> [WHAT YOU NEED TO DO] Only the lines from the first line of the material below to the line containing "position:absolute; left:42px; top:42px;", inclusive, should be copied, each exactly as written.

> [EXTRACTED RECORDS]
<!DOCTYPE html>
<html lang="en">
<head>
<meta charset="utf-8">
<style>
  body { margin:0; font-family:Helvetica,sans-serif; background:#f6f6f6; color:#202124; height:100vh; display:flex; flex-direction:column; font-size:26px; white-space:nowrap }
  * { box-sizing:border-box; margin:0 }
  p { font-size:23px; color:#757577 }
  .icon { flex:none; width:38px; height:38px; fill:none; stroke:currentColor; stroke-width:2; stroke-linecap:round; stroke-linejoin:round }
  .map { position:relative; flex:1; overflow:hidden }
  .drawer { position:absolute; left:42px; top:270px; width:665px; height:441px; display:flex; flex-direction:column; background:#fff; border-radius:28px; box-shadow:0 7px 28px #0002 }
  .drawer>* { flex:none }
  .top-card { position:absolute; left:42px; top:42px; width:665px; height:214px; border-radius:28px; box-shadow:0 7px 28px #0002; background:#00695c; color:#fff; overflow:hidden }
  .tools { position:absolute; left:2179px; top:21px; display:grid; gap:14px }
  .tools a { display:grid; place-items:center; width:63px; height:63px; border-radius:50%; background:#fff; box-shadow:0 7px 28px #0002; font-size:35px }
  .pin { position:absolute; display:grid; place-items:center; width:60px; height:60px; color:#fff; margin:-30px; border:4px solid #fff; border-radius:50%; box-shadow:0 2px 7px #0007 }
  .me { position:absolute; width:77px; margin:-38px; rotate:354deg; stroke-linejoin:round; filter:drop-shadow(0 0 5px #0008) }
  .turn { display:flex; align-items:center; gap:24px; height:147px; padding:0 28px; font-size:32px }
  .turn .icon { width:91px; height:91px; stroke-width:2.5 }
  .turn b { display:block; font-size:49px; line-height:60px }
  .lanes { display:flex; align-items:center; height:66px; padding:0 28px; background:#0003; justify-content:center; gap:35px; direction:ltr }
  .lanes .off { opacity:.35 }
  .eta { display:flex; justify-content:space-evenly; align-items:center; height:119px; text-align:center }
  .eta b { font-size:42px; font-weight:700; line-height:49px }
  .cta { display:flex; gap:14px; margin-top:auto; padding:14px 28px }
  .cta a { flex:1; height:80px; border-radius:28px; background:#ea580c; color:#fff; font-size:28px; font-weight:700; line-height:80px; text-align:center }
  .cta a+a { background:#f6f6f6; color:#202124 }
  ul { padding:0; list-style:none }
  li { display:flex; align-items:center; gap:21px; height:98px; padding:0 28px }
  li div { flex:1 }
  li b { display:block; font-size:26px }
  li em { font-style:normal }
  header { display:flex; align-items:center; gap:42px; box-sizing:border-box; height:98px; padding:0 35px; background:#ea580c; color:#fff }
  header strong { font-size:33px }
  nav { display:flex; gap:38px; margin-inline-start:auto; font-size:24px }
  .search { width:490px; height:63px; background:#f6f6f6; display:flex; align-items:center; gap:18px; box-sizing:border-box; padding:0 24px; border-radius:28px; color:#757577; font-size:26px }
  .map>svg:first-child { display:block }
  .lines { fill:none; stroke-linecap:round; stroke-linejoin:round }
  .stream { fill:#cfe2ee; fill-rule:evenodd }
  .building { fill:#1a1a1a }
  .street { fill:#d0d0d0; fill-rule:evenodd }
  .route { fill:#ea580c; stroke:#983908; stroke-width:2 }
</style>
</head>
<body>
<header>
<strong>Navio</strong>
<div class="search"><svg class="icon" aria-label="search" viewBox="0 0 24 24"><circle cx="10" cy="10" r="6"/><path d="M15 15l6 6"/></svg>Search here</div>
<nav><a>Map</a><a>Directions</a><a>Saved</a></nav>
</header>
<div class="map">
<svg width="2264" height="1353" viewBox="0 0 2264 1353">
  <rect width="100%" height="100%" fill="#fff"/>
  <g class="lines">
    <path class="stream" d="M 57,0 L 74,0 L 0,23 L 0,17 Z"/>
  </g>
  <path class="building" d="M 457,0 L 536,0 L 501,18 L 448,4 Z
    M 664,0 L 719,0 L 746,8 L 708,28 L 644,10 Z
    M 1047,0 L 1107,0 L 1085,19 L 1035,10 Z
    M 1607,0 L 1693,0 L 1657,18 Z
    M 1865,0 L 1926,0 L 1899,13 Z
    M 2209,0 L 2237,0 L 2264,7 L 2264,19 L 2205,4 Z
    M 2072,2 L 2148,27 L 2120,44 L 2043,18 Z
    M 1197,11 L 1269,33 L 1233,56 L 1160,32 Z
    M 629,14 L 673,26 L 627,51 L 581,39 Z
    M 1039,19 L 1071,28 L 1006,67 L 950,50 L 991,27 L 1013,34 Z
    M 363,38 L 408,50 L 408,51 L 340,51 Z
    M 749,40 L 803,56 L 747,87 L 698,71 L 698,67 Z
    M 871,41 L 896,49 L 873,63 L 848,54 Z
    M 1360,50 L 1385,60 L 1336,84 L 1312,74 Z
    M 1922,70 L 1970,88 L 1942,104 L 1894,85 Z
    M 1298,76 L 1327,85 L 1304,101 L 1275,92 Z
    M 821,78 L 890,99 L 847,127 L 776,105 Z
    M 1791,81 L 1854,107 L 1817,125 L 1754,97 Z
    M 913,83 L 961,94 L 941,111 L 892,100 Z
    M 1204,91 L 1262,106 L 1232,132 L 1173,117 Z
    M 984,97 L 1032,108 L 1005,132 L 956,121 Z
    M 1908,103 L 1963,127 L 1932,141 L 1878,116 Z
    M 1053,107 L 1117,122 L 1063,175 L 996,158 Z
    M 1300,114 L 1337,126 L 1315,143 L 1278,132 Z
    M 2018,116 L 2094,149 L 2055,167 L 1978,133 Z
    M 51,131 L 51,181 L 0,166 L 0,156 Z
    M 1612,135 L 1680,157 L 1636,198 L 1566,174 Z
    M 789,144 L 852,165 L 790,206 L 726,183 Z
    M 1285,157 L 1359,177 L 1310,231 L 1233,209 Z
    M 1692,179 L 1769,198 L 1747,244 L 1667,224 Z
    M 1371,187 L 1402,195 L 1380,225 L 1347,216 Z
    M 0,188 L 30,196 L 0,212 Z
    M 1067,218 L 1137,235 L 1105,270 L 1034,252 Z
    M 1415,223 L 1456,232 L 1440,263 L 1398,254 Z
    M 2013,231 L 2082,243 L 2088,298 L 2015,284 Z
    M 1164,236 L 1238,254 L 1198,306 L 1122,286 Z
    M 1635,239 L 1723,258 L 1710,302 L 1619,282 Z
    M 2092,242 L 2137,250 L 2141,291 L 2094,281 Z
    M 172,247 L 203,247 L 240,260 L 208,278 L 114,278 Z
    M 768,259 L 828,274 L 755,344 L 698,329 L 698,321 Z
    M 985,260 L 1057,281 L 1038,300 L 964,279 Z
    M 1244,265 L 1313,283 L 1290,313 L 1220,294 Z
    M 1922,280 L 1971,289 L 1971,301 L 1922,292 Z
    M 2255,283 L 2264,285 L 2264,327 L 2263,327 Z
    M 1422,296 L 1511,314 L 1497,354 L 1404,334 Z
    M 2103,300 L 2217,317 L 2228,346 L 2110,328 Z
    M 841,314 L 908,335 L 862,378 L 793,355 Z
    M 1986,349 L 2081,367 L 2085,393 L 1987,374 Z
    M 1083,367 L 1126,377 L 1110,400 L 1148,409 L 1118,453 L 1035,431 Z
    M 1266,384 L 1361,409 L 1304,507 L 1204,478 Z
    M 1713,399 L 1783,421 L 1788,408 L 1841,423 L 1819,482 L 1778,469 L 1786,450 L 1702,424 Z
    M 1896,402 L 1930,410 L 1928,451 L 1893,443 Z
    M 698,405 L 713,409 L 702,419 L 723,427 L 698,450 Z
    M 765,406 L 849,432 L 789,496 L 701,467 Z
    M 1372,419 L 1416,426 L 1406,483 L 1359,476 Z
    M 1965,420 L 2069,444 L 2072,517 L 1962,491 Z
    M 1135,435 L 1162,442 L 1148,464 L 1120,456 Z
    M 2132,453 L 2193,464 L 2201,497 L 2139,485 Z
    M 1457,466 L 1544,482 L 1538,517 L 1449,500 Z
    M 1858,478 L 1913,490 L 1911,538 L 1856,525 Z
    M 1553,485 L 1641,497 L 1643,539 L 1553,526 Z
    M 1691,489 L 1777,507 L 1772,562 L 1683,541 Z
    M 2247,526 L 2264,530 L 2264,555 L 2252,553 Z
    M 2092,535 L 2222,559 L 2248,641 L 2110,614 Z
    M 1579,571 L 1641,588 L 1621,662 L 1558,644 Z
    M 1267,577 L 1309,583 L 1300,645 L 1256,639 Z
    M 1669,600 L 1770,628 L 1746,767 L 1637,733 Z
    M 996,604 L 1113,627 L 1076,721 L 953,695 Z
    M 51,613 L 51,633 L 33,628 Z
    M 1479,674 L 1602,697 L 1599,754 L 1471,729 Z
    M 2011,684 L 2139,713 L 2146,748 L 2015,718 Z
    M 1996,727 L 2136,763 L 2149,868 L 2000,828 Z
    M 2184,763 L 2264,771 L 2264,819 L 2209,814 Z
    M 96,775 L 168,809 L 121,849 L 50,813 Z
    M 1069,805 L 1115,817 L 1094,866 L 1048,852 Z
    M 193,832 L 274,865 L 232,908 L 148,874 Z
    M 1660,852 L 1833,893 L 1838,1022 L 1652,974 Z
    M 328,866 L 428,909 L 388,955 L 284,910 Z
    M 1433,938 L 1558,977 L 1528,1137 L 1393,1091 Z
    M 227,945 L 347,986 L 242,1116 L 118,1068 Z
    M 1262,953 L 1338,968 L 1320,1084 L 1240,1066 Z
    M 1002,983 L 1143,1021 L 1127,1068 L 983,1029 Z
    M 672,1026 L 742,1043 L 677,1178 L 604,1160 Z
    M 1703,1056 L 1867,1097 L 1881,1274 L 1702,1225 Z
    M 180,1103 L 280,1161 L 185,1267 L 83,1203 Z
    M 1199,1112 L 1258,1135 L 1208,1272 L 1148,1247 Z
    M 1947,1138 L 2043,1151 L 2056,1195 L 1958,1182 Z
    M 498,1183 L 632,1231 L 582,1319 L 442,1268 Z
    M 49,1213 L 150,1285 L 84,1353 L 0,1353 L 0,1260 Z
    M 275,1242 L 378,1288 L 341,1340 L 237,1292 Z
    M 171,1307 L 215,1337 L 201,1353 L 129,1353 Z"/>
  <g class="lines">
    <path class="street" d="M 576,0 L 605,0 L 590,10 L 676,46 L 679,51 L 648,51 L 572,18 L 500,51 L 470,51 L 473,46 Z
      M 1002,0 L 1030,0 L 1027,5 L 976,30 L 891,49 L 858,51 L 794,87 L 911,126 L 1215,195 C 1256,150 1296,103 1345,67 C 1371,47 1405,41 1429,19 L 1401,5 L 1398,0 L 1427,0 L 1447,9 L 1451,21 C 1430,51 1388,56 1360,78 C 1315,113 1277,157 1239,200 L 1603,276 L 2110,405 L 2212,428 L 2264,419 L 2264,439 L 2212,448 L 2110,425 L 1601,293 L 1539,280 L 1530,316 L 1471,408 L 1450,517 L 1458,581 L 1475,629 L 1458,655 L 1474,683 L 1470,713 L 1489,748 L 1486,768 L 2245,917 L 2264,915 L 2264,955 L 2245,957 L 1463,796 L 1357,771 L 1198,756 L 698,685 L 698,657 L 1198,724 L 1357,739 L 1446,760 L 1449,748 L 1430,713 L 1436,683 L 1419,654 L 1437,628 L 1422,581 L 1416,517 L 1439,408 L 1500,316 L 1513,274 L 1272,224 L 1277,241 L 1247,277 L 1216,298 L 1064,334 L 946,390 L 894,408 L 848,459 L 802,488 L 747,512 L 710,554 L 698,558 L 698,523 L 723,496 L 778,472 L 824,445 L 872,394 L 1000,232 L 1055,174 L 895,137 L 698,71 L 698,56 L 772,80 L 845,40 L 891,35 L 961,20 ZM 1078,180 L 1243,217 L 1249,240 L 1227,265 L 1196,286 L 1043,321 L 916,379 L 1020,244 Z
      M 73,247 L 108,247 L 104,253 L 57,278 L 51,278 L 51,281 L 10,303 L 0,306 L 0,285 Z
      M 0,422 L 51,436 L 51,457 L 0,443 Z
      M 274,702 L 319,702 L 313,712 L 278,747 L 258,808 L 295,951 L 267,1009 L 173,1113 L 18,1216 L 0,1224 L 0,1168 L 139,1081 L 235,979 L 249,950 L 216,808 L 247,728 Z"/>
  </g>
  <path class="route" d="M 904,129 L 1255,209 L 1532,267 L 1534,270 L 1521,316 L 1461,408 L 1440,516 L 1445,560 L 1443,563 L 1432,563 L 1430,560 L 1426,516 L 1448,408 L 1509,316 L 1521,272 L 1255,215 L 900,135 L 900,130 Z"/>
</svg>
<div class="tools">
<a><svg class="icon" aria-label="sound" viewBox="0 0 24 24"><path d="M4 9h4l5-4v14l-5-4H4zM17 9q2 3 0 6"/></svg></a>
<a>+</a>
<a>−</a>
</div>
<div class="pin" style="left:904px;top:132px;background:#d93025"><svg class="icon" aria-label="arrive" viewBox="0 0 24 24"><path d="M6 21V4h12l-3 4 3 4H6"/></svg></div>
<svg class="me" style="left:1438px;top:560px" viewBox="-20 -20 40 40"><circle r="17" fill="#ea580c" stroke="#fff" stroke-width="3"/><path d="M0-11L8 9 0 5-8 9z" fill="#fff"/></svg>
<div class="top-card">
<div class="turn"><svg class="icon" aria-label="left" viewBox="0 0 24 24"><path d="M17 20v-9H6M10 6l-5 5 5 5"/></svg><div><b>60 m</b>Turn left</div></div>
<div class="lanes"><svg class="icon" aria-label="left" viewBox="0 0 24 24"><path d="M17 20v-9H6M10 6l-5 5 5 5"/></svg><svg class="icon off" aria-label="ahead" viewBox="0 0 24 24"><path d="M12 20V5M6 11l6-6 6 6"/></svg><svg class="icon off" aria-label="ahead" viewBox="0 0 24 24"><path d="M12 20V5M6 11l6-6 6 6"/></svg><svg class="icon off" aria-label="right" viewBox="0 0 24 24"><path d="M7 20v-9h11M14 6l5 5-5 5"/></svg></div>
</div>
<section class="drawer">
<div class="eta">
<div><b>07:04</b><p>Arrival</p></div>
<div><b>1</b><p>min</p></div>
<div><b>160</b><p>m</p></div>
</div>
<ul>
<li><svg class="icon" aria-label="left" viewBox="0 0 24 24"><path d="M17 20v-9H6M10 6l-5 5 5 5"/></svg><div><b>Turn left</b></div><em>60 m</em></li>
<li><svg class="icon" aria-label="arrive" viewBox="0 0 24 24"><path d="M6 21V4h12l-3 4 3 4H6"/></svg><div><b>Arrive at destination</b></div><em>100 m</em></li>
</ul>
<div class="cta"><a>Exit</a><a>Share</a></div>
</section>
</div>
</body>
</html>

> [RESULT]
<!DOCTYPE html>
<html lang="en">
<head>
<meta charset="utf-8">
<style>
  body { margin:0; font-family:Helvetica,sans-serif; background:#f6f6f6; color:#202124; height:100vh; display:flex; flex-direction:column; font-size:26px; white-space:nowrap }
  * { box-sizing:border-box; margin:0 }
  p { font-size:23px; color:#757577 }
  .icon { flex:none; width:38px; height:38px; fill:none; stroke:currentColor; stroke-width:2; stroke-linecap:round; stroke-linejoin:round }
  .map { position:relative; flex:1; overflow:hidden }
  .drawer { position:absolute; left:42px; top:270px; width:665px; height:441px; display:flex; flex-direction:column; background:#fff; border-radius:28px; box-shadow:0 7px 28px #0002 }
  .drawer>* { flex:none }
  .top-card { position:absolute; left:42px; top:42px; width:665px; height:214px; border-radius:28px; box-shadow:0 7px 28px #0002; background:#00695c; color:#fff; overflow:hidden }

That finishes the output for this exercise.